■ **Task details**: Transcribe all of the data exactly. Images stay out.

(Material for this task Opens)

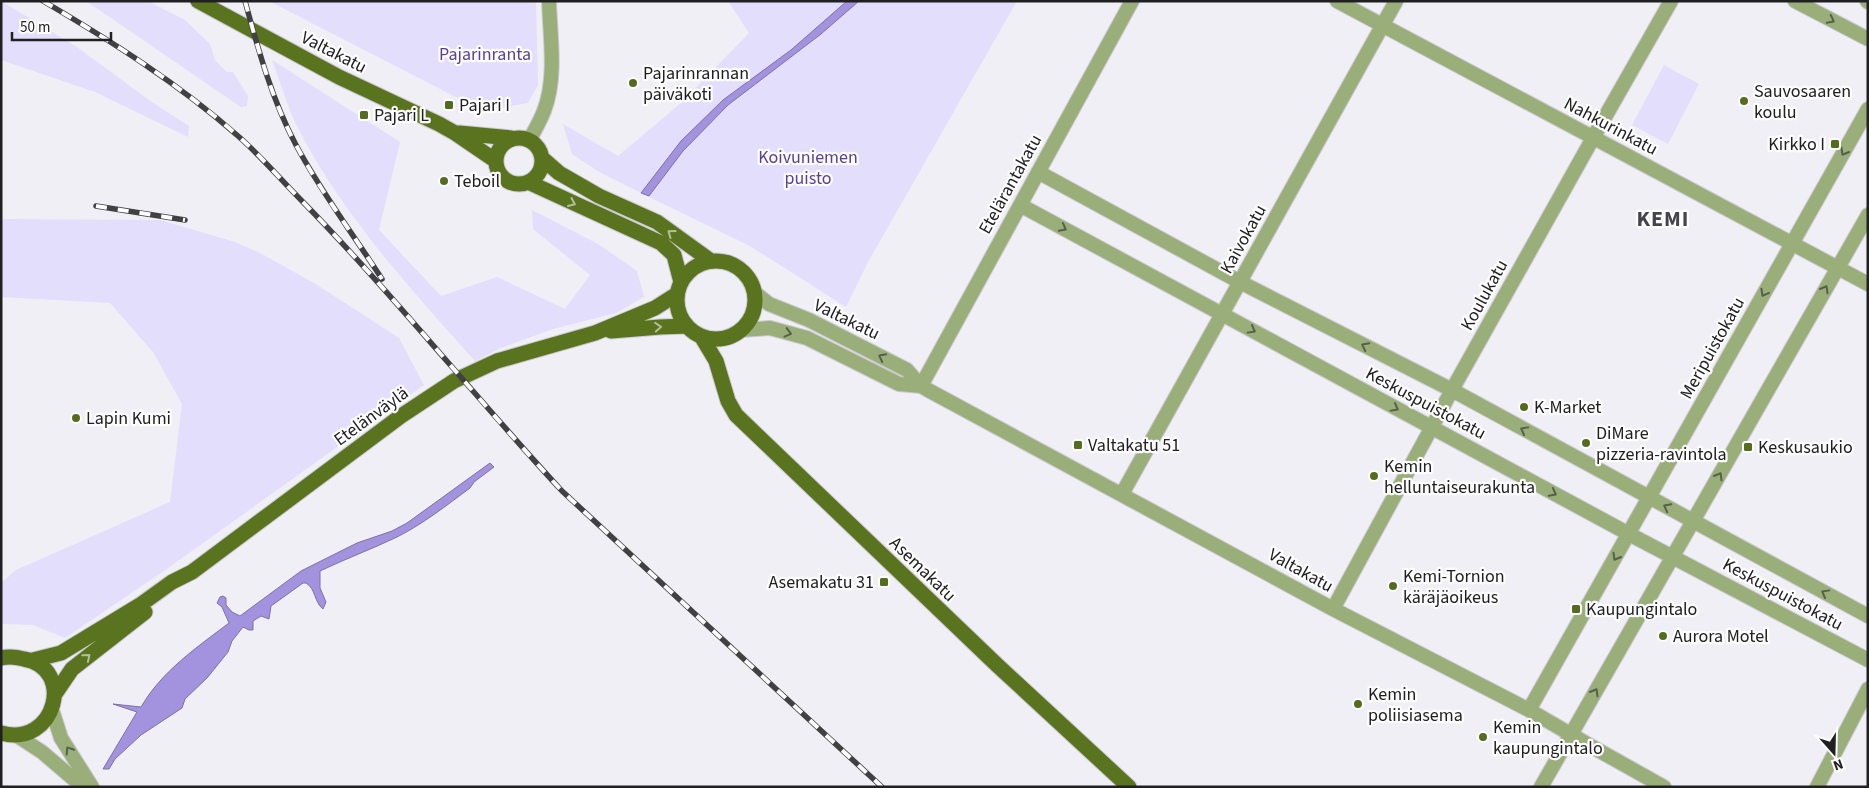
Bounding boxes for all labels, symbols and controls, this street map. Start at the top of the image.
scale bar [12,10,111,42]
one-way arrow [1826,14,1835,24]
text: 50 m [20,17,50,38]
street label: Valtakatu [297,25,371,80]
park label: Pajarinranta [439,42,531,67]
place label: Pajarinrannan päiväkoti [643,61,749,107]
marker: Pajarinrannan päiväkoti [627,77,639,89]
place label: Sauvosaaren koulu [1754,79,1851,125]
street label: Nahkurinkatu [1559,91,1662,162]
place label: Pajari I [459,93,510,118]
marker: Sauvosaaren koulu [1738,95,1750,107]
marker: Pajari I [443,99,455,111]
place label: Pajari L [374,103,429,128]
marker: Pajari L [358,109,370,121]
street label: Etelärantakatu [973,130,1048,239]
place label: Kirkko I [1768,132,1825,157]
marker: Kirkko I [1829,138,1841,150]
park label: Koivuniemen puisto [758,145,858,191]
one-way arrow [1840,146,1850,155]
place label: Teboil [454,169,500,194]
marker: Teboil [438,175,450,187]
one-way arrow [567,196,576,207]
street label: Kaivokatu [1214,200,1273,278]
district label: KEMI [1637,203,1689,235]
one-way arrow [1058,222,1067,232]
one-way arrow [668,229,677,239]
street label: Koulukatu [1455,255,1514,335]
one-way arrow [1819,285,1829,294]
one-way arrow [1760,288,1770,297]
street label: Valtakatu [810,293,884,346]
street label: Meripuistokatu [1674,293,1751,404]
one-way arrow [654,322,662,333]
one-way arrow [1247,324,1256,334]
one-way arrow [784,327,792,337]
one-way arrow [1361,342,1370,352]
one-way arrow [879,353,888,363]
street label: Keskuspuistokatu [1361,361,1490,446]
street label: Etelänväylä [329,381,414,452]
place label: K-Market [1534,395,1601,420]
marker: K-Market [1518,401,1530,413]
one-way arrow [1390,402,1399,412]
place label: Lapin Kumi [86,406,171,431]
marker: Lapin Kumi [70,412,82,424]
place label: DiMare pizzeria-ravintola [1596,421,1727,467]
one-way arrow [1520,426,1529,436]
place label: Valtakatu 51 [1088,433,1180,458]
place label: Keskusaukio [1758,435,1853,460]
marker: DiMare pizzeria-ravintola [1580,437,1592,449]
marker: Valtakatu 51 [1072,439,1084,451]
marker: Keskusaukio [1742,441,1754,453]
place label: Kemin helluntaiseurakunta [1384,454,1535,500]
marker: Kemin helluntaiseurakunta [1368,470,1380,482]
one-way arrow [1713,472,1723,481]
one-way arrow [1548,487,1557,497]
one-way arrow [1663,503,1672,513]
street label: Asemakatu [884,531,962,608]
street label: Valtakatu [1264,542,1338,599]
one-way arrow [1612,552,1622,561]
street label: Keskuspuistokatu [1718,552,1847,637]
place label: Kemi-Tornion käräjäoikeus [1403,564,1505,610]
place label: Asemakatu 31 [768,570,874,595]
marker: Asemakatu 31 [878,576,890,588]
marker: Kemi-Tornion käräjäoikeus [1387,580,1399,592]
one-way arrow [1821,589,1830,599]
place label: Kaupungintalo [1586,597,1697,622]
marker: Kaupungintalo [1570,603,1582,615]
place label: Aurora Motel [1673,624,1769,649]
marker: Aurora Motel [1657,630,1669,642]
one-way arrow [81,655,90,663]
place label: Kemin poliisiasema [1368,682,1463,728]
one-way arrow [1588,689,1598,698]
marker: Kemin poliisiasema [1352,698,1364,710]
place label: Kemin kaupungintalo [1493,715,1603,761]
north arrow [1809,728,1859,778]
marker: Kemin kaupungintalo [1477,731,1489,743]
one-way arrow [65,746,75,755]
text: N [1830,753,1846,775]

(Material for this task Closes)

■ **Task answer**:
Bounding boxes for all labels, symbols and controls, this street map. Start at the top of the image.
scale bar [12,10,111,42]
one-way arrow [1826,14,1835,24]
text: 50 m [20,17,50,38]
street label: Valtakatu [297,25,371,80]
park label: Pajarinranta [439,42,531,67]
place label: Pajarinrannan päiväkoti [643,61,749,107]
marker: Pajarinrannan päiväkoti [627,77,639,89]
place label: Sauvosaaren koulu [1754,79,1851,125]
street label: Nahkurinkatu [1559,91,1662,162]
place label: Pajari I [459,93,510,118]
marker: Sauvosaaren koulu [1738,95,1750,107]
marker: Pajari I [443,99,455,111]
place label: Pajari L [374,103,429,128]
marker: Pajari L [358,109,370,121]
street label: Etelärantakatu [973,130,1048,239]
place label: Kirkko I [1768,132,1825,157]
marker: Kirkko I [1829,138,1841,150]
park label: Koivuniemen puisto [758,145,858,191]
one-way arrow [1840,146,1850,155]
place label: Teboil [454,169,500,194]
marker: Teboil [438,175,450,187]
one-way arrow [567,196,576,207]
street label: Kaivokatu [1214,200,1273,278]
district label: KEMI [1637,203,1689,235]
one-way arrow [1058,222,1067,232]
one-way arrow [668,229,677,239]
street label: Koulukatu [1455,255,1514,335]
one-way arrow [1819,285,1829,294]
one-way arrow [1760,288,1770,297]
street label: Valtakatu [810,293,884,346]
street label: Meripuistokatu [1674,293,1751,404]
one-way arrow [654,322,662,333]
one-way arrow [1247,324,1256,334]
one-way arrow [784,327,792,337]
one-way arrow [1361,342,1370,352]
one-way arrow [879,353,888,363]
street label: Keskuspuistokatu [1361,361,1490,446]
street label: Etelänväylä [329,381,414,452]
place label: K-Market [1534,395,1601,420]
marker: K-Market [1518,401,1530,413]
one-way arrow [1390,402,1399,412]
place label: Lapin Kumi [86,406,171,431]
marker: Lapin Kumi [70,412,82,424]
place label: DiMare pizzeria-ravintola [1596,421,1727,467]
one-way arrow [1520,426,1529,436]
place label: Valtakatu 51 [1088,433,1180,458]
place label: Keskusaukio [1758,435,1853,460]
marker: DiMare pizzeria-ravintola [1580,437,1592,449]
marker: Valtakatu 51 [1072,439,1084,451]
marker: Keskusaukio [1742,441,1754,453]
place label: Kemin helluntaiseurakunta [1384,454,1535,500]
marker: Kemin helluntaiseurakunta [1368,470,1380,482]
one-way arrow [1713,472,1723,481]
one-way arrow [1548,487,1557,497]
one-way arrow [1663,503,1672,513]
street label: Asemakatu [884,531,962,608]
street label: Valtakatu [1264,542,1338,599]
one-way arrow [1612,552,1622,561]
street label: Keskuspuistokatu [1718,552,1847,637]
place label: Kemi-Tornion käräjäoikeus [1403,564,1505,610]
place label: Asemakatu 31 [768,570,874,595]
marker: Asemakatu 31 [878,576,890,588]
marker: Kemi-Tornion käräjäoikeus [1387,580,1399,592]
one-way arrow [1821,589,1830,599]
place label: Kaupungintalo [1586,597,1697,622]
marker: Kaupungintalo [1570,603,1582,615]
place label: Aurora Motel [1673,624,1769,649]
marker: Aurora Motel [1657,630,1669,642]
one-way arrow [81,655,90,663]
place label: Kemin poliisiasema [1368,682,1463,728]
one-way arrow [1588,689,1598,698]
marker: Kemin poliisiasema [1352,698,1364,710]
place label: Kemin kaupungintalo [1493,715,1603,761]
north arrow [1809,728,1859,778]
marker: Kemin kaupungintalo [1477,731,1489,743]
one-way arrow [65,746,75,755]
text: N [1830,753,1846,775]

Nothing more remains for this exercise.